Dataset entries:
....

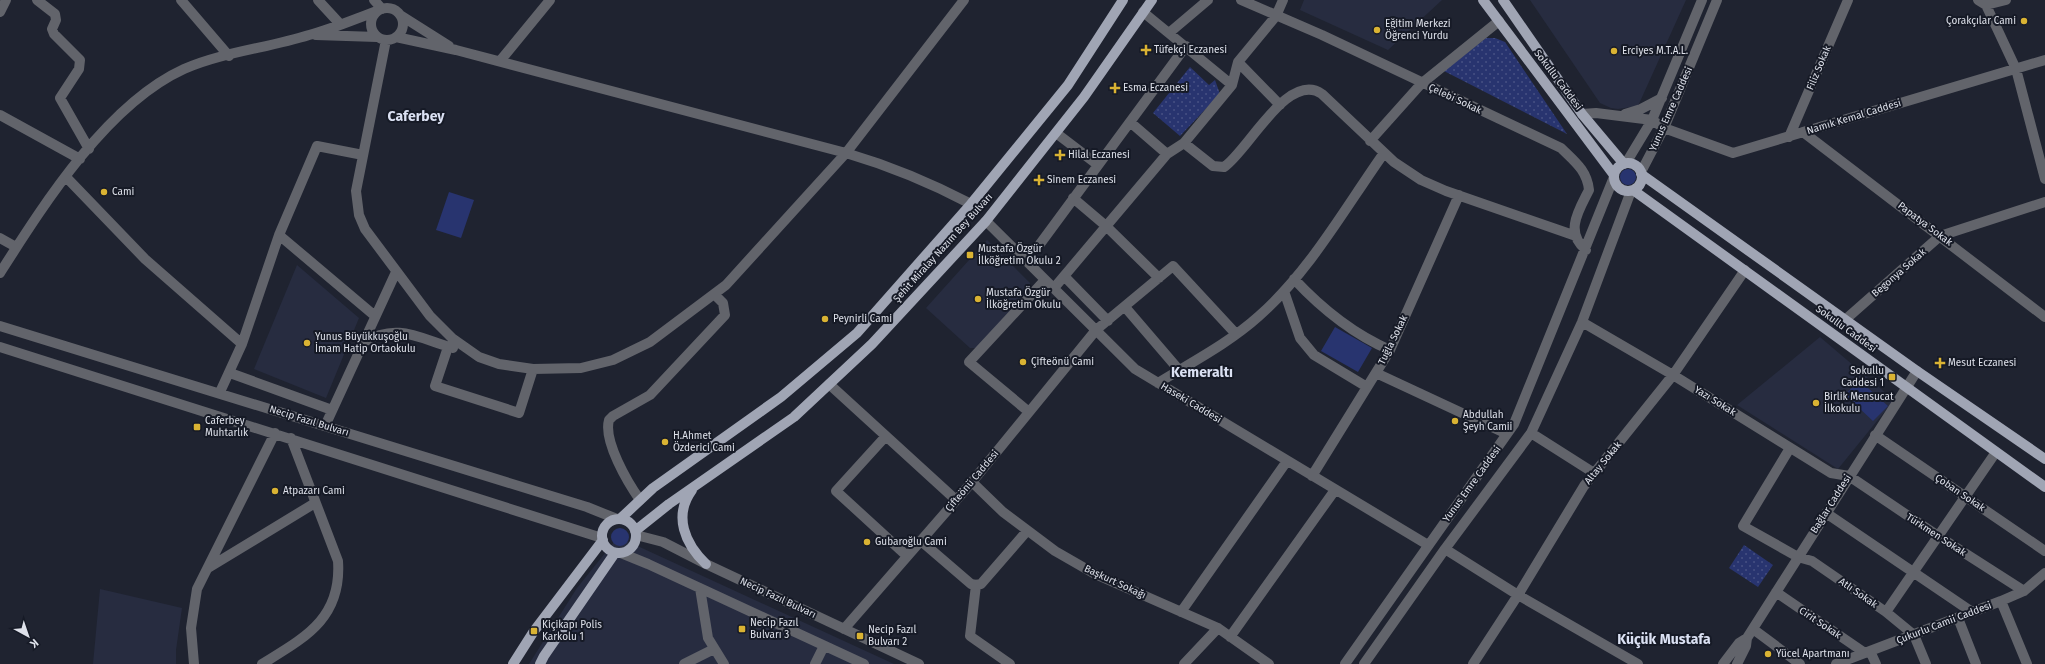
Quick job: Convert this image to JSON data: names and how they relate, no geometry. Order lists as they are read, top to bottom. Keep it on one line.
{"streets":{"main road":["Sokullu Caddesi","Şehit Miralay Nazım Bey Bulvarı"],"street":["Filiz Sokak","Çelebi Sokak","Yunus Emre Caddesi","Namık Kemal Caddesi","Papatya Sokak","Begonya Sokak","Tuğla Sokak","Yazı Sokak","Haseki Caddesi","Necip Fazıl Bulvarı","Altay Sokak","Çifteönü Caddesi","Çoban Sokak","Bağlar Caddesi","Türkmen Sokak","Başkurt Sokağı","Atlı Sokak","Cirit Sokak","Çukurlu Camii Caddesi"]},"crossings":[["Filiz Sokak","Namık Kemal Caddesi"],["Sokullu Caddesi","Yunus Emre Caddesi"],["Sokullu Caddesi","Begonya Sokak"],["Sokullu Caddesi","Altay Sokak"],["Sokullu Caddesi","Bağlar Caddesi"],["Yunus Emre Caddesi","Namık Kemal Caddesi"],["Yunus Emre Caddesi","Yazı Sokak"],["Yunus Emre Caddesi","Haseki Caddesi"],["Namık Kemal Caddesi","Papatya Sokak"],["Papatya Sokak","Begonya Sokak"],["Şehit Miralay Nazım Bey Bulvarı","Haseki Caddesi"],["Şehit Miralay Nazım Bey Bulvarı","Necip Fazıl Bulvarı"],["Tuğla Sokak","Haseki Caddesi"],["Yazı Sokak","Altay Sokak"],["Yazı Sokak","Bağlar Caddesi"],["Yazı Sokak","Türkmen Sokak"],["Yazı Sokak","Atlı Sokak"],["Haseki Caddesi","Çifteönü Caddesi"],["Necip Fazıl Bulvarı","Çifteönü Caddesi"],["Çifteönü Caddesi","Başkurt Sokağı"],["Çoban Sokak","Bağlar Caddesi"],["Bağlar Caddesi","Türkmen Sokak"],["Bağlar Caddesi","Atlı Sokak"],["Bağlar Caddesi","Cirit Sokak"],["Türkmen Sokak","Çukurlu Camii Caddesi"],["Atlı Sokak","Çukurlu Camii Caddesi"],["Cirit Sokak","Çukurlu Camii Caddesi"]],"districts":["Caferbey","Kemeraltı","Küçük Mustafa"],"places":{"other":["Çorakçılar Cami","Eğitim Merkezi Öğrenci Yurdu","Erciyes M.T.A.L.","Cami","Mustafa Özgür İlköğretim Okulu","Peynirli Cami","Yunus Büyükkuşoğlu İmam Hatip Ortaokulu","Çifteönü Cami","Birlik Mensucat İlkokulu","Abdullah Şeyh Camii","H.Ahmet Özderici Cami","Atpazarı Cami","Gubaroğlu Cami","Yücel Apartmanı"],"health":["Tüfekçi Eczanesi","Esma Eczanesi","Hilal Eczanesi","Sinem Eczanesi","Mesut Eczanesi"],"transit":["Mustafa Özgür İlköğretim Okulu 2","Sokullu Caddesi 1","Caferbey Muhtarlık","Necip Fazıl Bulvarı 3","Kiçikapı Polis Karkolu 1","Necip Fazıl Bulvarı 2"]},"north":"bottom right"}
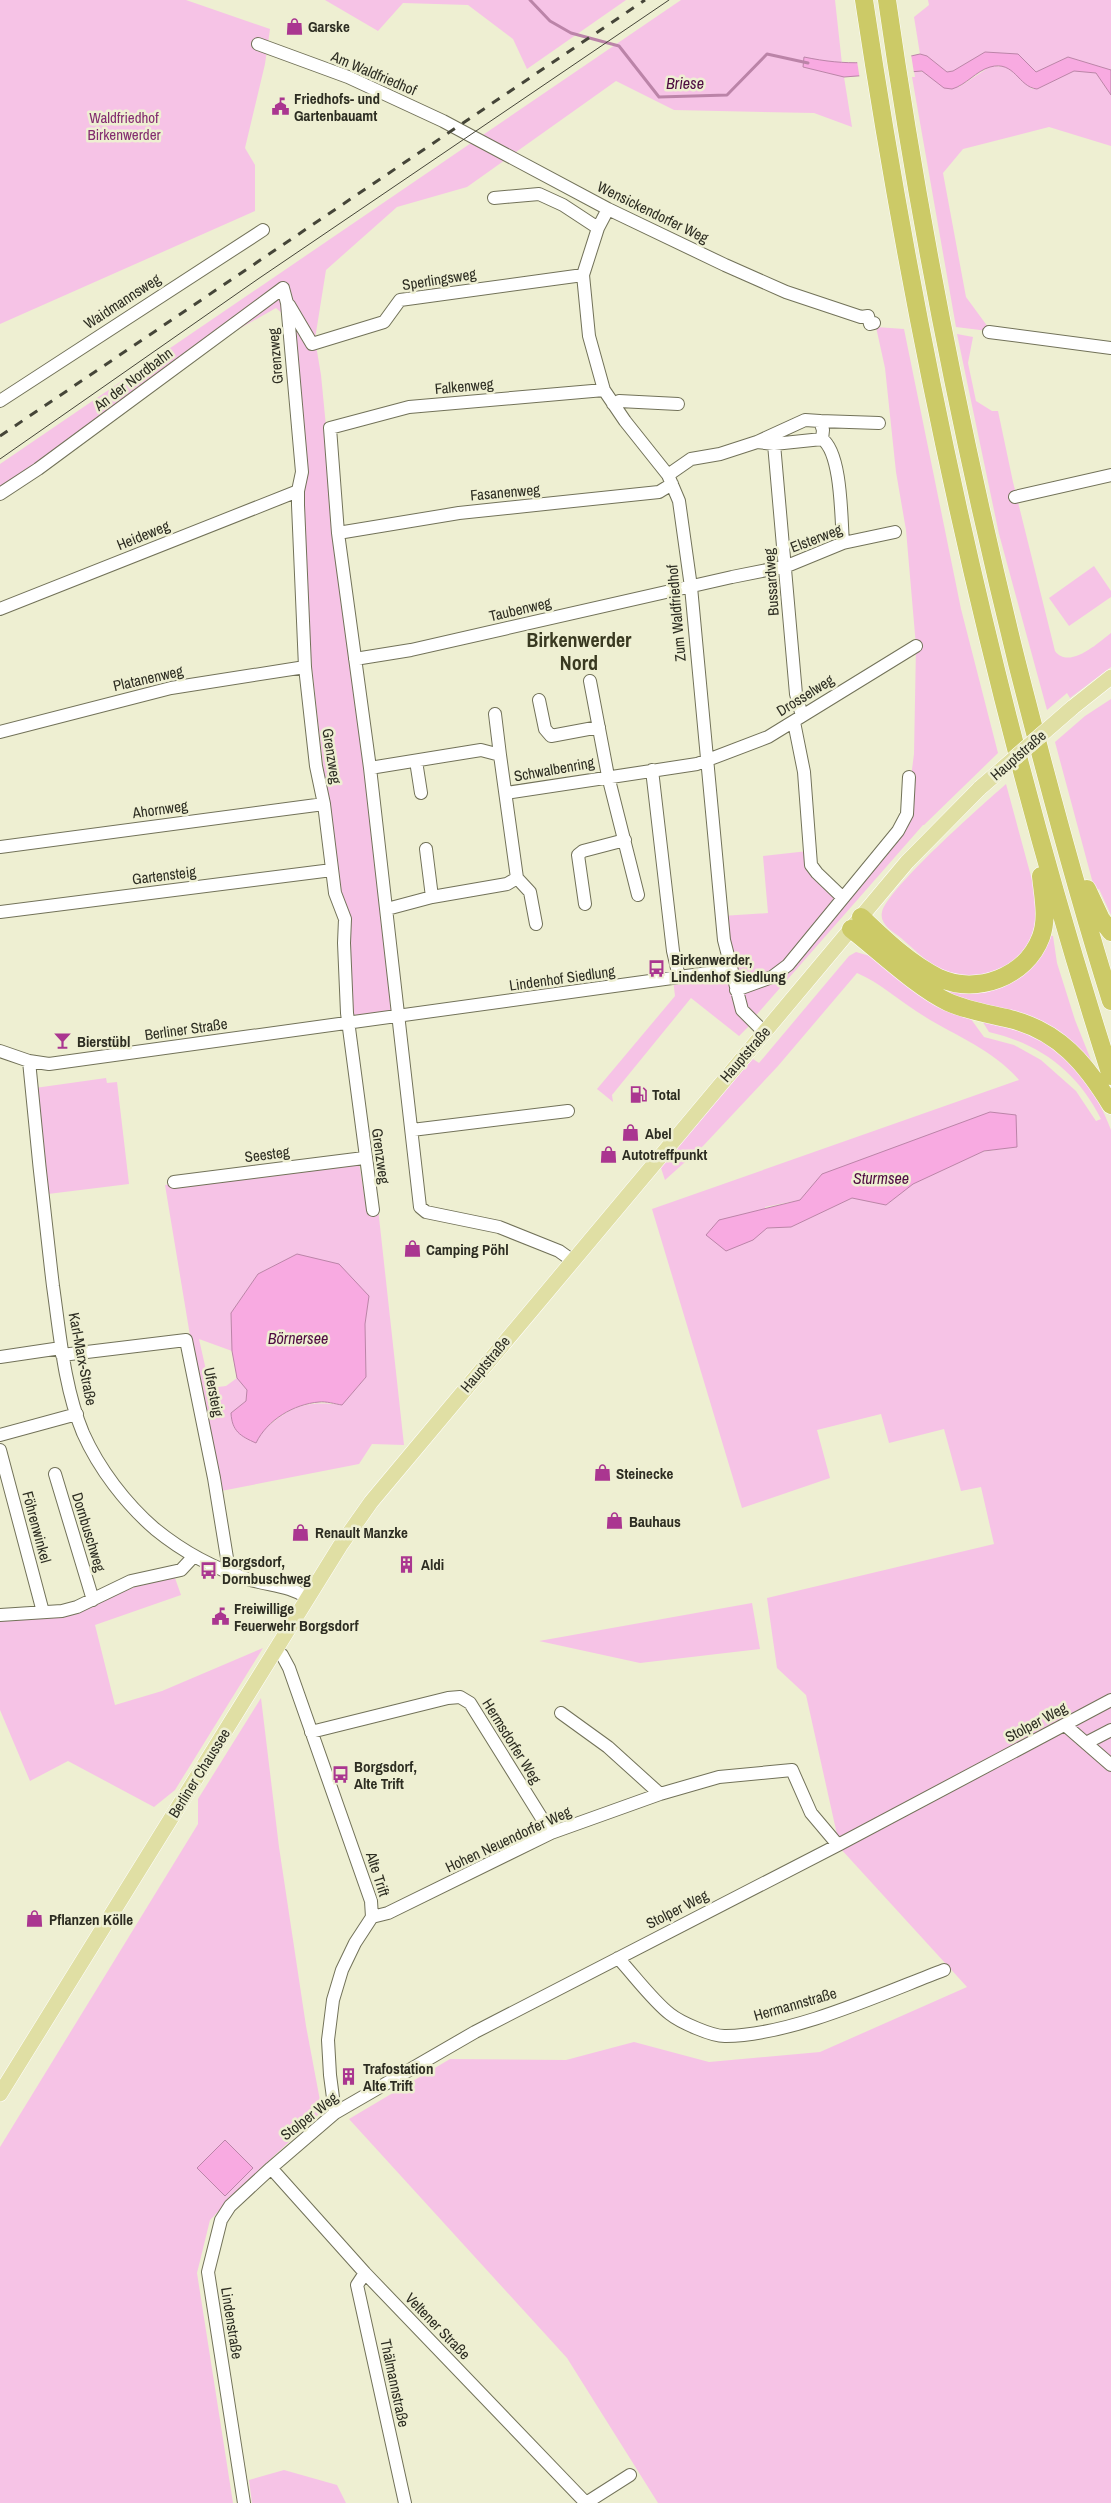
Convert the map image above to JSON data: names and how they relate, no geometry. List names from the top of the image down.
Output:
{
  "streets": {
    "main road": ["Hauptstraße", "Berliner Chaussee"],
    "street": [
      "Am Waldfriedhof",
      "Wensickendorfer Weg",
      "Sperlingsweg",
      "Waidmannsweg",
      "Grenzweg",
      "An der Nordbahn",
      "Falkenweg",
      "Fasanenweg",
      "Heideweg",
      "Elsterweg",
      "Bussardweg",
      "Taubenweg",
      "Zum Waldfriedhof",
      "Platanenweg",
      "Drosselweg",
      "Schwalbenring",
      "Ahornweg",
      "Gartensteig",
      "Lindenhof Siedlung",
      "Berliner Straße",
      "Seesteg",
      "Karl-Marx-Straße",
      "Ufersteig",
      "Föhrenwinkel",
      "Dornbuschweg",
      "Stolper Weg",
      "Hermsdorfer Weg",
      "Hohen Neuendorfer Weg",
      "Alte Trift",
      "Hermannstraße",
      "Lindenstraße",
      "Veltener Straße",
      "Thälmannstraße"
    ]
  },
  "crossings": [
    ["Am Waldfriedhof", "Wensickendorfer Weg"],
    ["Wensickendorfer Weg", "Zum Waldfriedhof"],
    ["Sperlingsweg", "Grenzweg"],
    ["Sperlingsweg", "Zum Waldfriedhof"],
    ["Grenzweg", "An der Nordbahn"],
    ["Grenzweg", "Heideweg"],
    ["Grenzweg", "Platanenweg"],
    ["Grenzweg", "Ahornweg"],
    ["Grenzweg", "Gartensteig"],
    ["Grenzweg", "Lindenhof Siedlung"],
    ["Grenzweg", "Berliner Straße"],
    ["Grenzweg", "Seesteg"],
    ["Falkenweg", "Fasanenweg"],
    ["Falkenweg", "Zum Waldfriedhof"],
    ["Fasanenweg", "Bussardweg"],
    ["Fasanenweg", "Zum Waldfriedhof"],
    ["Elsterweg", "Bussardweg"],
    ["Elsterweg", "Taubenweg"],
    ["Elsterweg", "Zum Waldfriedhof"],
    ["Bussardweg", "Drosselweg"],
    ["Taubenweg", "Zum Waldfriedhof"],
    ["Zum Waldfriedhof", "Drosselweg"],
    ["Zum Waldfriedhof", "Hauptstraße"],
    ["Zum Waldfriedhof", "Schwalbenring"],
    ["Zum Waldfriedhof", "Lindenhof Siedlung"],
    ["Drosselweg", "Schwalbenring"],
    ["Hauptstraße", "Berliner Chaussee"],
    ["Lindenhof Siedlung", "Berliner Straße"],
    ["Berliner Straße", "Karl-Marx-Straße"],
    ["Karl-Marx-Straße", "Ufersteig"],
    ["Karl-Marx-Straße", "Dornbuschweg"],
    ["Karl-Marx-Straße", "Berliner Chaussee"],
    ["Föhrenwinkel", "Dornbuschweg"],
    ["Stolper Weg", "Hohen Neuendorfer Weg"],
    ["Stolper Weg", "Alte Trift"],
    ["Stolper Weg", "Hermannstraße"],
    ["Stolper Weg", "Lindenstraße"],
    ["Stolper Weg", "Veltener Straße"],
    ["Hermsdorfer Weg", "Hohen Neuendorfer Weg"],
    ["Hermsdorfer Weg", "Alte Trift"],
    ["Berliner Chaussee", "Alte Trift"],
    ["Hohen Neuendorfer Weg", "Alte Trift"],
    ["Lindenstraße", "Veltener Straße"],
    ["Veltener Straße", "Thälmannstraße"]
  ],
  "districts": ["Birkenwerder Nord"],
  "water": ["Briese", "Sturmsee", "Börnersee"],
  "parks": ["Waldfriedhof Birkenwerder"],
  "places": {
    "shop": [
      "Garske",
      "Abel",
      "Autotreffpunkt",
      "Camping Pöhl",
      "Steinecke",
      "Bauhaus",
      "Renault Manzke",
      "Pflanzen Kölle"
    ],
    "public building": ["Friedhofs- und Gartenbauamt", "Freiwillige Feuerwehr Borgsdorf"],
    "bus stop": ["Birkenwerder, Lindenhof Siedlung", "Borgsdorf, Dornbuschweg", "Borgsdorf, Alte Trift"],
    "bar": ["Bierstübl"],
    "fuel station": ["Total"],
    "building": ["Aldi", "Trafostation Alte Trift"]
  }
}
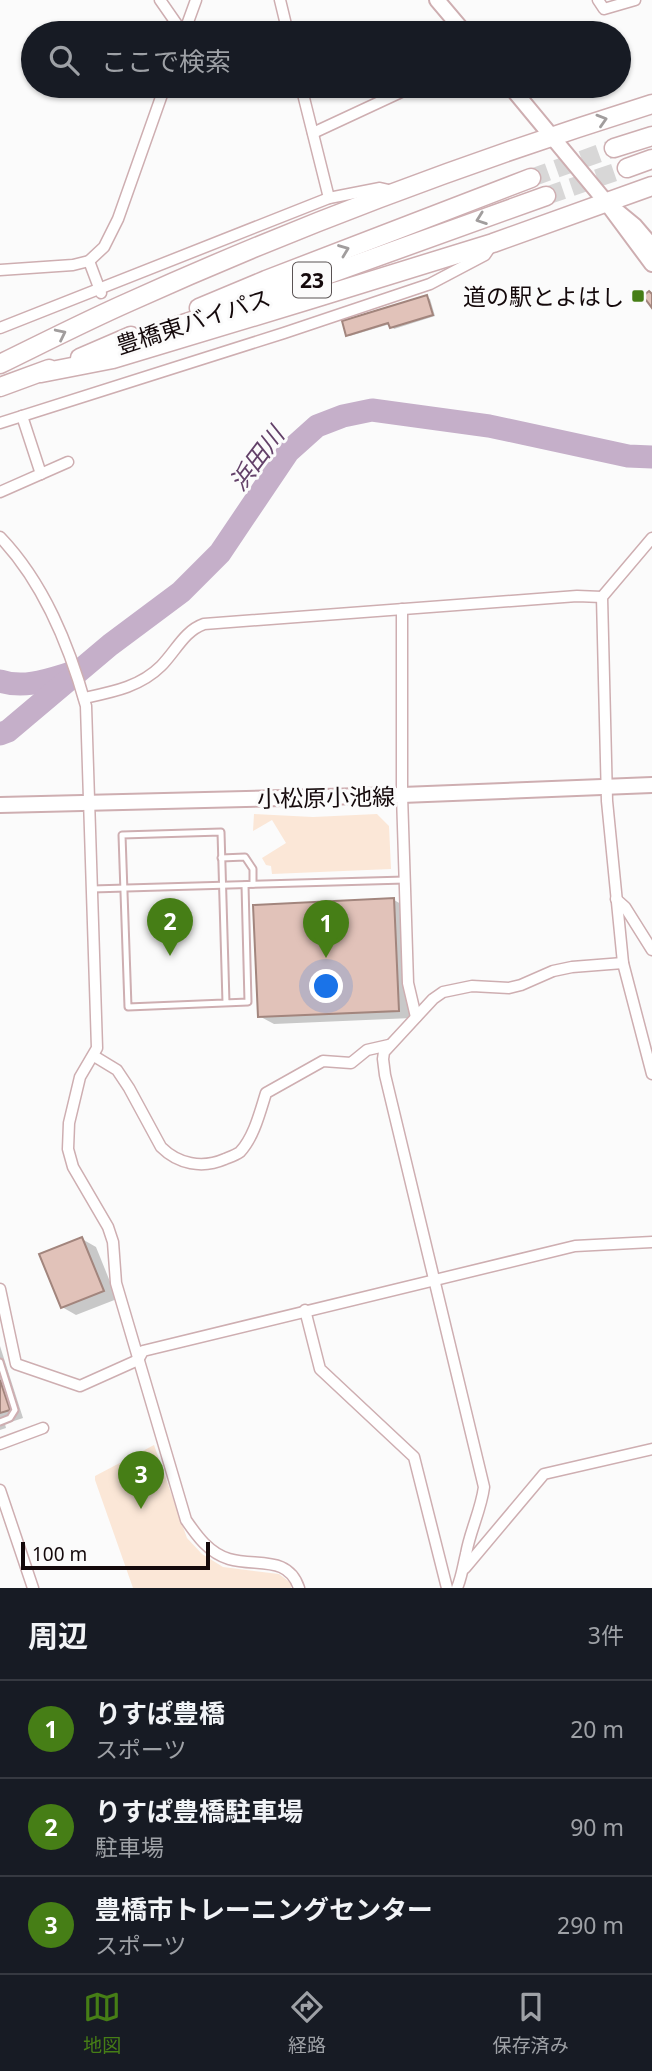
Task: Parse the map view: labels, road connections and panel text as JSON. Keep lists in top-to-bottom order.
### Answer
{
  "streets": {
    "highway": ["23", "豊橋東バイパス"],
    "main road": ["小松原小池線"]
  },
  "crossings": [
    ["23", "豊橋東バイパス"]
  ],
  "water": ["浜田川"],
  "places": {
    "transit": ["道の駅とよはし"]
  },
  "scale_bar": "100 m",
  "page": {
    "search": "ここで検索",
    "pins": ["2", "1", "3"],
    "scale": "100 m",
    "heading": ["周辺", "3件"],
    "list": [
      {
        "mark": "1",
        "name": "りすぱ豊橋",
        "note": "スポーツ",
        "value": "20 m"
      },
      {
        "mark": "2",
        "name": "りすぱ豊橋駐車場",
        "note": "駐車場",
        "value": "90 m"
      },
      {
        "mark": "3",
        "name": "豊橋市トレーニングセンター",
        "note": "スポーツ",
        "value": "290 m"
      }
    ],
    "nav": ["地図", "経路", "保存済み"]
  }
}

....

*The problem*. From the records above, copy each line that contains the word "geometry".

*Answer to this exercise*.
Quick job: Convert this image to JSON data: names and how they relate, no geometry. Order lists as they are read, top to bottom. Keep it on one line.
Convert the map image above to JSON data: names and how they relate, no geometry. List names from the top of the image down.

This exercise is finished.